Mentre Zlatan Ibrahimovic salutava ieri il Meazza rossonero, mentre molti nel pubblico piangevano ed alcuni dei compagni di squadra non riuscivano a trattenere l'emozione, mi domandavo cosa differenzia la passerella finale di un campione come lui da quella di tanti altri grandi rossoneri che l'anno preceduto. Sheva, Kakà, Van Basten, solo per fare alcuni esempi di attaccanti adorati dal pubblicato rossonero.

La risposta è semplice: Ibra non è stato solo un grande calciatore, un finalizzatore eccezionale, ma è stato letteralmente e per parecchio tempo lo spirito del Milan che voleva risorgere e grazie a lui è risorto.
Ricordo ancora nell'estate del 2010 il suo primo arrivo in un Milan depresso perchè i cugini avevano lo scudetto sulle maglie e la squadra ripartiva con allenatore nuovo (Allegri) e tanti giocatori da assemblare. Quella stagione Ibra risulterà il primo marcatore rossonero con 21 gol risultando decisivo per la conquista dello scudetto e della Supercoppa. Ricordo che sino ad allora la presenza di Zlatan aveva sempre garantito la vittoria in campionato alla squadra di cui indossava la maglia.
Questo straordinario record sarebbe finito l'anno successivo non per demerito suo (fu capocannoniere con 28 reti) ma perchè qualcuno non vide un evidente gol di Muntari nello scontro diretto con la Juve.

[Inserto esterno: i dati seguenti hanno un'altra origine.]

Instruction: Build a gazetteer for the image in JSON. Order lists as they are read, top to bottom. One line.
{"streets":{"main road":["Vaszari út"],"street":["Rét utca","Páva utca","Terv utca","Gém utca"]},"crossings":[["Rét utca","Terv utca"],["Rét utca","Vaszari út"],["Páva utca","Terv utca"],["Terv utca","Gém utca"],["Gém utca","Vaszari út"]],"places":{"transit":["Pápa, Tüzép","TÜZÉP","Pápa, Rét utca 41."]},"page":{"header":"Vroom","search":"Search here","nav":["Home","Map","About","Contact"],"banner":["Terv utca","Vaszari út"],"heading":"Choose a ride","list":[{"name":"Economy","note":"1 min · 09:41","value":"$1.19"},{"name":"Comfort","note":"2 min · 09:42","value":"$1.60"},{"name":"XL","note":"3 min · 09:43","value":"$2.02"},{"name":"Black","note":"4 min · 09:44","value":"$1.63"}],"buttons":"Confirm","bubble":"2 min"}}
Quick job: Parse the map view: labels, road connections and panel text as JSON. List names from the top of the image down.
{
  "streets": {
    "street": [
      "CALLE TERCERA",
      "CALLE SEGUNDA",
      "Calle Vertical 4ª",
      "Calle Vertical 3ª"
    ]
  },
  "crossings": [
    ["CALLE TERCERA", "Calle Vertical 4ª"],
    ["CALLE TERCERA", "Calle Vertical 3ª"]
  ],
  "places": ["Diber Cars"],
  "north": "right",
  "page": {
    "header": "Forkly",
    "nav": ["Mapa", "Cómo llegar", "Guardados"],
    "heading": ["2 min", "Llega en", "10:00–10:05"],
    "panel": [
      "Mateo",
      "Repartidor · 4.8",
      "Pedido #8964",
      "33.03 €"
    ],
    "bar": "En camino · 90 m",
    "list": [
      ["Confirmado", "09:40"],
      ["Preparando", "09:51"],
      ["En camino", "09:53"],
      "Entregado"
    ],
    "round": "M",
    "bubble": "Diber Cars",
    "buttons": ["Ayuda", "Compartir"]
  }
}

Il ritorno di Ibra in rossonero è stato se possibile ancor più esaltante del suo arrivo. Nel 2019 molti lo definivano finito, dopo un'esperienza peraltro esaltante nel campionato americano, causa le 38 primavere. Eppure anche stavolta lo svedese riuscì quasi da solo ad invertire il trend di una squadra che dopo un inizio disastroso (e l'esonero di Giampaolo) giunse a fine stagione a ridosso delle prime qualificandosi per l'Europa League. Su questo ritorno vorrei far notare un particolare che oggi può essere indicativo di quel che farà o potrebbe fare Ibra in futuro. Mi riferisco al sodalizio istaurato con Stefano Pioli. Pur provenendo da percorsi diversi sia Pioli che Ibra sono giunti al Milan quell'anno con qualcosa da dimostrare: Stefano di essere un allenatore da Milan a dispetto dello scetticismo generale, Ibra di essere ancora un grande campione nonostante l'età. Questa comunione d'intenti è stata la vera miscela esplosiva di una squadra che, con i tanti ragazzini o talenti inespressi che schierava, non avrebbe avuto tante performance esaltanti. Il Milan in questi anni ha avuto due allenatori in campo : un tecnico (Pioli) ed un motivatore (Ibra).
Un uomo che ha fatto dell'integrazione con i suoi ragazzi il suo punto di forza (Pioli) ed un campione che ha voluto sudare e sgobbare più e meglio di chi ancora doveva dimostrare tutto diventando, in tal modo, un esempio da imitare. 

Per questo ieri Leao (uno che è arrivato al Milan con gran talento ma anche grande indolenza) è corso ad abbracciare Ibra dopo il gol, per questo Tonali, Calabria, persino Giroud (altro grande "vecchio" dello spogliatoio) ieri piangevano salutando il "fratello maggiore". Ibra in questa seconda esperienza ha saputo catapultare il Milan allo scudetto (ed alla semifinale di Champions) con il suo inesauribile carisma e la sua grande carica.

Chi sarà il prossimo motivatore della squadra? Io non mi sorprenderei se fosse lo stesso Ibra, dopo che si sarà preso un'estate per riflettere sulla sua prossima vita ed avrà concluso che non può fare a meno dello spogliatoio di Milanello. Un ruolo per lui nello staff tecnico di Pioli ci deve essere perchè Stefano è un ragazzo intelligente e Ibra uno che ha tatuato i colori rossoneri sulla pelle.